ORF21 mRNA is detected predominantly in XBP-1-expressing cells in KSHV-MCD patients’ lymph nodes.

To determine if the induction of ORF21 expression is associated with the expression of XBP-1 in KSHV-MCD lymph nodes, we analyzed the expression of these 2 mRNA species by RNAscope. We examined lymph nodes from 2 patients with KSHV-MCD, and a considerable number of these cells expressed XBP-1. A smaller number of ORF21+ cells were found; these were seen predominantly in B cell follicles of these KSHV-MCD lymph nodes. Most of the cells expressing ORF21 also expressed XBP-1; in one node, 27 of 43 (62.8%) of counted cells expressing ORF21 also expressed XBP-1, and in the other node examined, 48 of 68 (70.1%) of counted cells expressing ORF21 also expressed XBP-1. Consistent with previous results, most of the cells expressing ORF21 failed to express CD20. Two representative pictures of one of these lymph nodes are shown (Fig. 7 A and B) along with a probe control stained for CD20 (Fig. 7C). It should be noted that only 75 of 1,110 (6.8%) counted cells expressing XBP-1 coexpressed ORF21; however, this was most likely because only a small percentage of the differentiating B cells in KSHV-MCD lymph nodes are infected with KSHV (15, 33).

FIG 7 — RNAscope analysis of ORF21 and XBP-1 in representative sections of a lymph node from a patient with KSHV-MCD. (A and B) A paraformaldehyde-fixed paraffin-embedded lymph node from a patient with KSHV-MCD was analyzed for ORF21 (green) and XBP-1 (red) mRNA as described in the Materials and Methods. The white arrows denote cells that express both ORF21 and XBP-1, while the pink arrow denotes a cell that expresses ORF21 only. In addition, CD20 protein expression is identified by immunohistofluorescence (blue), and nuclei identified by 4′,6-diamidino-2-phenylindole (DAPI) is shown in gray. (C) A probe-control section stained for CD20. It is worth noting that most KSHV plasmablasts do not express CD20. The scale bar is 100 μm.

DISCUSSION

In this study, we show that KSHV-encoded ORF21 can be directly activated by XBP-1s and that this activation is mediated primarily through two XRE sequences in the promoter region of ORF21, one (XRE4) with its core sequence at bp −629 to −626, and one (XRE3) with its core sequence at bp −321 to −318. ChIP studies provide evidence that XBP-1s can bind to both XREs; however, mutagenesis studies show that much of this activity is mediated by XRE3. We also show that exposure of cells to TM, an inducer of ER stress, can upregulate ORF21 within 4 hours and that the toxicity of the combination of AZT and GCV is enhanced in the presence of ER stress. Finally, we show that in the lymph nodes of patients with KSHV-MCD, ORF21 mRNA is primarily observed in cells in which XBP-1 is expressed.

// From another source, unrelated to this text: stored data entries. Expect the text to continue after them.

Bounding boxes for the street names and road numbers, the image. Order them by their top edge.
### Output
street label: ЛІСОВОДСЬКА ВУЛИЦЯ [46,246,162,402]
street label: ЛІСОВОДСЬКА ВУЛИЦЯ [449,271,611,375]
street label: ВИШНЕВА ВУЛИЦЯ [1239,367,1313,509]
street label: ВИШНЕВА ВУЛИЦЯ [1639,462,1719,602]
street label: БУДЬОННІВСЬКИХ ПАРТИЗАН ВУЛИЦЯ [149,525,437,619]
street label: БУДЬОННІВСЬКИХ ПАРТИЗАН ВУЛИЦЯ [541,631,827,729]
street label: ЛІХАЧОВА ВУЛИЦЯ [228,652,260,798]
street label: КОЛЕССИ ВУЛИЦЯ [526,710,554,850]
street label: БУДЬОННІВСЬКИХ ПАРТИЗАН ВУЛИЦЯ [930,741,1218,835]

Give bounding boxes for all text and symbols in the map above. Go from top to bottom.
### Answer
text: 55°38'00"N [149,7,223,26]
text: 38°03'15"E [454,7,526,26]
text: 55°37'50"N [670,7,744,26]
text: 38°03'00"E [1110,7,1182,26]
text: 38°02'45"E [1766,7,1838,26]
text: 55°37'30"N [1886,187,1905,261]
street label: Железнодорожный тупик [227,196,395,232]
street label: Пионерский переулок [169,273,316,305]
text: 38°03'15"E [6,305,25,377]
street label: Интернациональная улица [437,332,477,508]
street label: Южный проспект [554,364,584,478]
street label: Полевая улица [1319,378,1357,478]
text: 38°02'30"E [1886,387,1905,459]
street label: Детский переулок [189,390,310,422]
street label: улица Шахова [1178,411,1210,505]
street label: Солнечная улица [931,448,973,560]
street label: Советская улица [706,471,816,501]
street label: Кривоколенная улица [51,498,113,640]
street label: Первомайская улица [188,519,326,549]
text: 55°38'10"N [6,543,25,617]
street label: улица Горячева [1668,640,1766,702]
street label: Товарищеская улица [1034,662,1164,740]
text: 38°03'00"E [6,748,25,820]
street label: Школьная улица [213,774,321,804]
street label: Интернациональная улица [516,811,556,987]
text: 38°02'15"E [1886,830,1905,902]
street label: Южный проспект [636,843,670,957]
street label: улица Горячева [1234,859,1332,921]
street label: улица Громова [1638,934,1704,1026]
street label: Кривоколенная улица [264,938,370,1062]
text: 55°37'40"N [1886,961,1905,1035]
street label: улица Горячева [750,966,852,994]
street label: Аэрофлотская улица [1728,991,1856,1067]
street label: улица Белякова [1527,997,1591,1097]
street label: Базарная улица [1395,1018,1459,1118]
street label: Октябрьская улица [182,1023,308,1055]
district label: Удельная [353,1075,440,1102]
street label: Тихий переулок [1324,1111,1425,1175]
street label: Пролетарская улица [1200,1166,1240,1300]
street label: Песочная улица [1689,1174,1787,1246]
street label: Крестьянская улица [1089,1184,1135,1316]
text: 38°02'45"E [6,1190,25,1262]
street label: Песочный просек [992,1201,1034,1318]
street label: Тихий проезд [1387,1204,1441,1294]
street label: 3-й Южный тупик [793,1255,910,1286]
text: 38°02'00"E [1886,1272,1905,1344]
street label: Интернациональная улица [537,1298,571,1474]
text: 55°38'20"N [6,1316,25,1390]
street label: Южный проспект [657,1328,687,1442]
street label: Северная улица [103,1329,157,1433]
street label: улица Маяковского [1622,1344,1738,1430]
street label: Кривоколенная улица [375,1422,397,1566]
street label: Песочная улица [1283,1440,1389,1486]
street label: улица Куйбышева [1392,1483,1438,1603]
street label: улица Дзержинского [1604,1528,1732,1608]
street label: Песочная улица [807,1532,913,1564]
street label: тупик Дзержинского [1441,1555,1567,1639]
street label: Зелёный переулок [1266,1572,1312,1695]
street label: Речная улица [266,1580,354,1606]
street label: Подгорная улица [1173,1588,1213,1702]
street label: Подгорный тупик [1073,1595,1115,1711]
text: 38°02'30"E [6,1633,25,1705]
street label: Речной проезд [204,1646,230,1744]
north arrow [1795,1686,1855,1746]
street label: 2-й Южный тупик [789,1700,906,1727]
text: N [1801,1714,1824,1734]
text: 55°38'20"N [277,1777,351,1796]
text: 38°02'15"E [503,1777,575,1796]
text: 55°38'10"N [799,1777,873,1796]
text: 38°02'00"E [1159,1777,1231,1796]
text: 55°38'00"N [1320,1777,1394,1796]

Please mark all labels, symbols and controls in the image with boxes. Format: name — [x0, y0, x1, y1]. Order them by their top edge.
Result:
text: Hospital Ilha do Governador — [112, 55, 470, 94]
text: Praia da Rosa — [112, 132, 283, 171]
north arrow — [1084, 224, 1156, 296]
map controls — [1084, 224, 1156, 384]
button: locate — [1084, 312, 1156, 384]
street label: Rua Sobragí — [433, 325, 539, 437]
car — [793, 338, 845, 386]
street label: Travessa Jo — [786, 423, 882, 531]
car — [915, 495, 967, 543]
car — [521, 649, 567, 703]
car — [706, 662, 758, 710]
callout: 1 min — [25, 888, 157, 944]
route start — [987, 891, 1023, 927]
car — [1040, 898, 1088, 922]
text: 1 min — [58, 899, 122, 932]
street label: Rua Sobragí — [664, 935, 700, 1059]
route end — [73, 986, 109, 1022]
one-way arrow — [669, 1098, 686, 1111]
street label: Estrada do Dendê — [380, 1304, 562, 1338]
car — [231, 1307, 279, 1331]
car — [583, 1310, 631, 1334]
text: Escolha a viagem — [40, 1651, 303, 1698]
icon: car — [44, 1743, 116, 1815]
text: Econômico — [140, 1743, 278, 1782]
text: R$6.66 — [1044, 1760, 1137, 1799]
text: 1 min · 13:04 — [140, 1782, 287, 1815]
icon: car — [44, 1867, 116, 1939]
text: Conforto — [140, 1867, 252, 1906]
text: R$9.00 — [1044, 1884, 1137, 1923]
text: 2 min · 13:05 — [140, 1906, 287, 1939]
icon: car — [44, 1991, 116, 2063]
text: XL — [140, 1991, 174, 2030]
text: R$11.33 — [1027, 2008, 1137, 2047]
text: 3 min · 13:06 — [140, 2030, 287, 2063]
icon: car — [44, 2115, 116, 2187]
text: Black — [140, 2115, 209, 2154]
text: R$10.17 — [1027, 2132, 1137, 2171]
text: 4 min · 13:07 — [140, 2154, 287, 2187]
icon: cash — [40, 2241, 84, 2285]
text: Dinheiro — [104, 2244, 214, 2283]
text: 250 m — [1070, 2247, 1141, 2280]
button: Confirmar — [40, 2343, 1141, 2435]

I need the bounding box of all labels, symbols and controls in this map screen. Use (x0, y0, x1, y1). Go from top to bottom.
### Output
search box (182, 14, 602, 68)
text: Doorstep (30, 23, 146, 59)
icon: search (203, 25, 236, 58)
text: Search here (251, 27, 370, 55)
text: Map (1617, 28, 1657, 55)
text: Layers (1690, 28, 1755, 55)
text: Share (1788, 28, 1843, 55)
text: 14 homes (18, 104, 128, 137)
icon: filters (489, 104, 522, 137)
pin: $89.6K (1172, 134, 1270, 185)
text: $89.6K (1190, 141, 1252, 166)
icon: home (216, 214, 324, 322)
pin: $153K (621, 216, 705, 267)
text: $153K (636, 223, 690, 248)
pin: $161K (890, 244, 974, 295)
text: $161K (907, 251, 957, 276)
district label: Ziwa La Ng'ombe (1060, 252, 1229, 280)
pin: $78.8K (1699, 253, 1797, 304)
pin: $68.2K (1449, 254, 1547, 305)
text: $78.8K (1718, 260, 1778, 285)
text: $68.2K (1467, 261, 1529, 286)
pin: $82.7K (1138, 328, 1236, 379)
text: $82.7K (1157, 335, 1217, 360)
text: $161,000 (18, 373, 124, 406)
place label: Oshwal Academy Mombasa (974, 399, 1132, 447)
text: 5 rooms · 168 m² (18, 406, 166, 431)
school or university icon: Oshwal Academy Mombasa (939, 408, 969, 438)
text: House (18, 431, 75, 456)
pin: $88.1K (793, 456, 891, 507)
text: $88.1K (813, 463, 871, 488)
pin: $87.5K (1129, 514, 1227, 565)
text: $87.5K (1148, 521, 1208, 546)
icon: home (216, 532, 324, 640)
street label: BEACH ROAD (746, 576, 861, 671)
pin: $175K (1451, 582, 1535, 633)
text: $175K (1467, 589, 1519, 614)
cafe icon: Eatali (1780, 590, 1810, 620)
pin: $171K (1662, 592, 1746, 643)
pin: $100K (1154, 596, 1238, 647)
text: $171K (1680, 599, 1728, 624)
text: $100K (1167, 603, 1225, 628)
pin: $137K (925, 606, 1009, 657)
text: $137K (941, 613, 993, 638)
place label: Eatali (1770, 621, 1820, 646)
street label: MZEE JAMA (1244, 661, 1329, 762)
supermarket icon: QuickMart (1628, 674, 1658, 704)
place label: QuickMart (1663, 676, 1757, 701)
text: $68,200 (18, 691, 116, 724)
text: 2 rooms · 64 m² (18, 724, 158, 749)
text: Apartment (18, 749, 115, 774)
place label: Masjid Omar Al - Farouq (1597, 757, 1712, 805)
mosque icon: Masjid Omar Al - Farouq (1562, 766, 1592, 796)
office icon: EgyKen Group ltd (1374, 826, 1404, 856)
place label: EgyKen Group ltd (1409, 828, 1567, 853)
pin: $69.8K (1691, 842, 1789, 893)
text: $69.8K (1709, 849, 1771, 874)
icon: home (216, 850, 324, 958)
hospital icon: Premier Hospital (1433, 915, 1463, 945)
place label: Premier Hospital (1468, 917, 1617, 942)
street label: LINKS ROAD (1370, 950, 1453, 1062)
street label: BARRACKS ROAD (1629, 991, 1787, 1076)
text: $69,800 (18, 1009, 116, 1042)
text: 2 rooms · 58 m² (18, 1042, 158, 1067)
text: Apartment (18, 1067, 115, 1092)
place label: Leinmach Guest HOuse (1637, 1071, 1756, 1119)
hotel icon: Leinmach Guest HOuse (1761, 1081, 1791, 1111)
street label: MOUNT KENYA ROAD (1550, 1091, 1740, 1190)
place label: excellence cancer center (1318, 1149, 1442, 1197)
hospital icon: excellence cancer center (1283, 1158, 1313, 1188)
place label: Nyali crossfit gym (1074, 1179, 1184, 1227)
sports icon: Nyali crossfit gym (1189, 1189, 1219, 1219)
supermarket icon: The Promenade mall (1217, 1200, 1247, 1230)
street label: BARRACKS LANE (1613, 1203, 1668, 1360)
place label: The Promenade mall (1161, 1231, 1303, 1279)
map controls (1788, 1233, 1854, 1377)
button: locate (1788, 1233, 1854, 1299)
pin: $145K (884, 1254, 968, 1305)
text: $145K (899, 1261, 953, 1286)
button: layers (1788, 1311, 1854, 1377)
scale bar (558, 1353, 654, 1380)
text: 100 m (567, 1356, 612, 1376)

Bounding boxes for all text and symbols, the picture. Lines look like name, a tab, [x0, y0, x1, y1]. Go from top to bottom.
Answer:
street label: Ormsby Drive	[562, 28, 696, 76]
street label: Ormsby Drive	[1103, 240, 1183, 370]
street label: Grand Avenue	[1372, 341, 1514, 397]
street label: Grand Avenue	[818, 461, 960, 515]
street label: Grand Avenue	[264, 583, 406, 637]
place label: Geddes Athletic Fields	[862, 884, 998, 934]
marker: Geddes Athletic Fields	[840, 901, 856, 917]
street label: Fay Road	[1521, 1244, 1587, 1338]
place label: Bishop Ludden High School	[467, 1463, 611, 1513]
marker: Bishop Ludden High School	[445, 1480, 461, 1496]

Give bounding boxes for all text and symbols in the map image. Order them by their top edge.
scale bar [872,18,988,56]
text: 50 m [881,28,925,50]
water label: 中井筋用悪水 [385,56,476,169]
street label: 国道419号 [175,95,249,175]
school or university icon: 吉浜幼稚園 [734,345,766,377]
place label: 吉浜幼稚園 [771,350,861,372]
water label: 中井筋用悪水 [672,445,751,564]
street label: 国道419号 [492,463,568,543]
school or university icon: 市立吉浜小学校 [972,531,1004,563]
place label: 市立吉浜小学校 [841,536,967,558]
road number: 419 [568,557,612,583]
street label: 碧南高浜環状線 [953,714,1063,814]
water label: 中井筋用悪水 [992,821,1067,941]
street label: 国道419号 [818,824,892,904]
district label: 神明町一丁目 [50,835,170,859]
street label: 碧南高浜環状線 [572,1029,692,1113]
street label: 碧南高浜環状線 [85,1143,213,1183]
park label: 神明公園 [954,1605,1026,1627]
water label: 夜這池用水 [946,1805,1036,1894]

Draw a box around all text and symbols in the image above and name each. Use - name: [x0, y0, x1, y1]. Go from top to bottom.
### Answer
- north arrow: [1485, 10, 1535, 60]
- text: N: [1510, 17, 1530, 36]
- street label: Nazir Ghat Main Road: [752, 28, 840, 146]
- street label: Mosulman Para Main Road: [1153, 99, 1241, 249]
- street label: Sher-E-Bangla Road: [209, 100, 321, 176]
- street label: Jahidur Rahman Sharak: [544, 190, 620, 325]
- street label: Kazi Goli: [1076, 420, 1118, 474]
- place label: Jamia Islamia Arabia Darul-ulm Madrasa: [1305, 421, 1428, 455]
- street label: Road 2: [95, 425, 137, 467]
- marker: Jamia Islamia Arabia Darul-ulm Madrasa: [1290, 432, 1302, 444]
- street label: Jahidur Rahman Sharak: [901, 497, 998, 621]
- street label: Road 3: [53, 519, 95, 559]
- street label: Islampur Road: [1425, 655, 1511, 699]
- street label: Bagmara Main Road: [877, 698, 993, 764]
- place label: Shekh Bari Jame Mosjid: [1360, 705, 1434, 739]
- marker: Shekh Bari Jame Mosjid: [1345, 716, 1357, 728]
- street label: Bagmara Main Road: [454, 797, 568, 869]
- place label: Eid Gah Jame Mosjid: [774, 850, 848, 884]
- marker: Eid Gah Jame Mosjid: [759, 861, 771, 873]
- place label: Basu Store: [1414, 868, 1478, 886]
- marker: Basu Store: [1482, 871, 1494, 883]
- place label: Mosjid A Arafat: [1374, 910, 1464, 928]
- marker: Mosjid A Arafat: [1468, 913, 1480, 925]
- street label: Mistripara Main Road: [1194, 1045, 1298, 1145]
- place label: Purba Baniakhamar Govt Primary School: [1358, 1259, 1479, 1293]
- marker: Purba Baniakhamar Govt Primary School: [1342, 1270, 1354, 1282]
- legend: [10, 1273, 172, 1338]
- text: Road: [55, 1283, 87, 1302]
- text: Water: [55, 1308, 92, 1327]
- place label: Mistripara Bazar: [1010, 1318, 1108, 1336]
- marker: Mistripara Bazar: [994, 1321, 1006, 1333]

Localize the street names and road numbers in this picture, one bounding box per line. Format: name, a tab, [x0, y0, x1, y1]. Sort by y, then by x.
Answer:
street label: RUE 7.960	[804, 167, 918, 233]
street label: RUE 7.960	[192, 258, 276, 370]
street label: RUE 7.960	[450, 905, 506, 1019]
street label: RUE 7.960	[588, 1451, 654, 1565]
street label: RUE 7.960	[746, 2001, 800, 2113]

There is substantial evidence that KSHV infection of B cells in germinal centers is important in the transmission and biology of the virus as well as in the pathogenesis of KSHV-induced diseases, especially KSHV-MCD (50 –52). The early steps of KSHV infection often involve the tonsils, and infection of B cells in the tonsillar germinal centers and their release can then enable the systemic spread of the virus throughout the body (50, 51). Developing germinal center B cells express high levels of XBP-1s (19, 53). In addition, the germinal centers of lymph nodes are a hypoxic environment with elevated levels of HIF (45, 46). Interestingly, KSHV has evolved to respond to the cellular expression of HIF and XBP-1s in a variety of ways.

It was previously shown that HIF and XBP-1s can each activate KSHV RTA (12 –14, 23, 54), and this, in turn, can induce the lytic repertoire. It was also shown that certain lytic genes can be directly activated by these stimuli without the requirement for RTA activation; hypoxia can directly induce ORF34-37 and ORF74 (13, 16, 17), and XBP-1s can directly induce vIL-6 (15). In this work, we expand this observation to show that ORF21 can be directly activated by XBP-1s. Genes that respond to cellular factors, such as HIF-1α or XBP-1s, often have multiple response elements for these factors in their promoter regions, with one of these elements sometimes mediating most of the effect. As seen here, ORF21 has 4 potential XRE elements in its promoter region, of which 2 (XRE3 and XRE4) are consensus XREs (44). While truncation experiments suggested that XRE3 or 4 might mediate the effect and ChIP binding suggested that XBP-1s might bind XRE2, 3, or 4, mutagenesis experiments provided evidence for a dominant role for XRE3. However, it is possible that XRE4 also plays a contributory role.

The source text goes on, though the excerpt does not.